Since 2014, the world’s sharks and bears have seen a decline in their population, and a new red list has been announced at an international conference aimed at protecting endangered species.
There are also signs of hope – fishing quotas have allowed many tuna species to enter the “recovery path”, according to the International Union for Conservation of Nature.
37% of the world’s sharks and sharks By 2021, 33% of the seven years ago will be considered a disaster by 2021. He explained that overfishing, environmental degradation and climate change are on the rise. The population of ocean sharks has dropped by 71% since 1970.
But the resurgence of the Tunisian people and some other species is “a sign that recovery is possible if states and other actors take the right steps,” IUCN director Bruno Obele told reporters in southern France.

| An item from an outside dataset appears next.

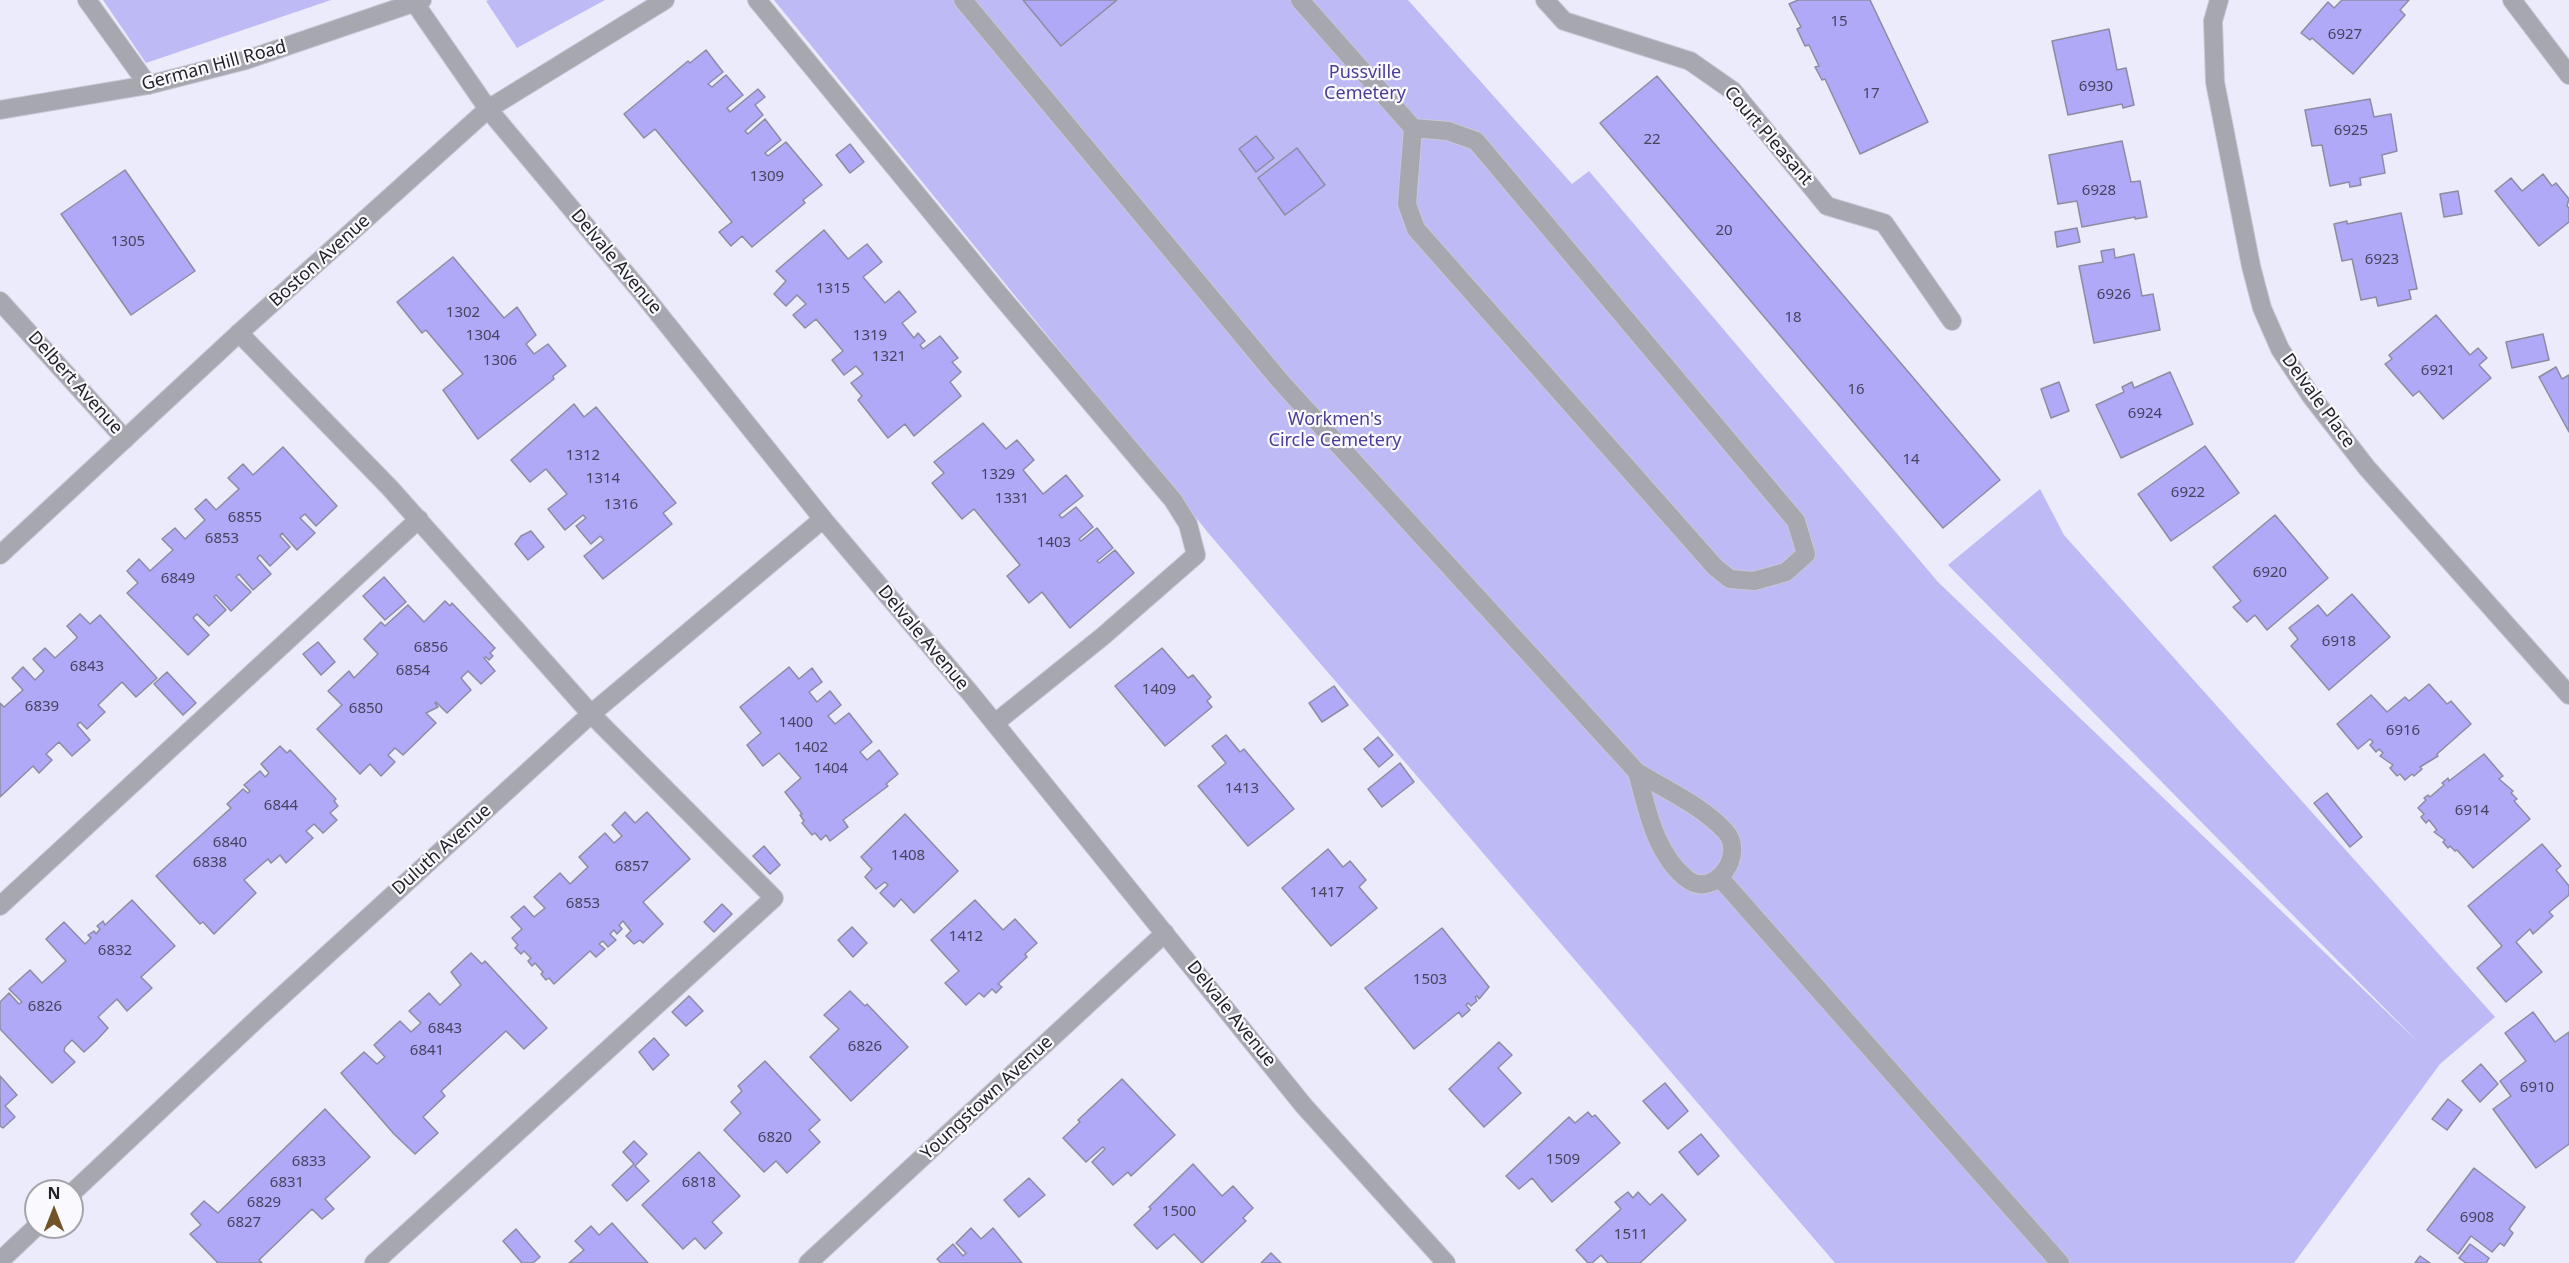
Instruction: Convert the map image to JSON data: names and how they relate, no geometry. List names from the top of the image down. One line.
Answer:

The IUCN red list reviews hundreds of species each year. Of the 138,000 species that the group follows, more than 38,000 are endangered. Numerous recent studies have shown that many of the planet’s ecosystems have been severely affected by global warming, deforestation, environmental degradation, pollution, and other disasters.
More than half of the world’s bird species are declining in population, and 18 species are at high risk. Temperatures and melting snow are expected to hit 70% of Emperor Penguin’s colonies by 2050 and 98% by 2100.
Actor Harrison Ford made an unforgettable appeal for biodiversity conservation at the opening of the World Conservation Congress in Marseille on Friday. “It is difficult to see the growth of nationalism in the face of international threats, which require international cooperation,” he said. “It is difficult to read headlines, floods, fires, famines, plagues and tell your children that everything is fine. Not all are right. Sorry, no problem at all. ”
Local groups are urging governments to take bold steps to protect the oceans, the Amazon and other critical ecosystems.
The conference will run until September 11. Among the topics are the link between climate change and biodiversity and genetic modification to increase the chances of species survival. The discussion is also aimed at informing the UN Climate Summit (COP26) in Glasgow, Scotland, in November.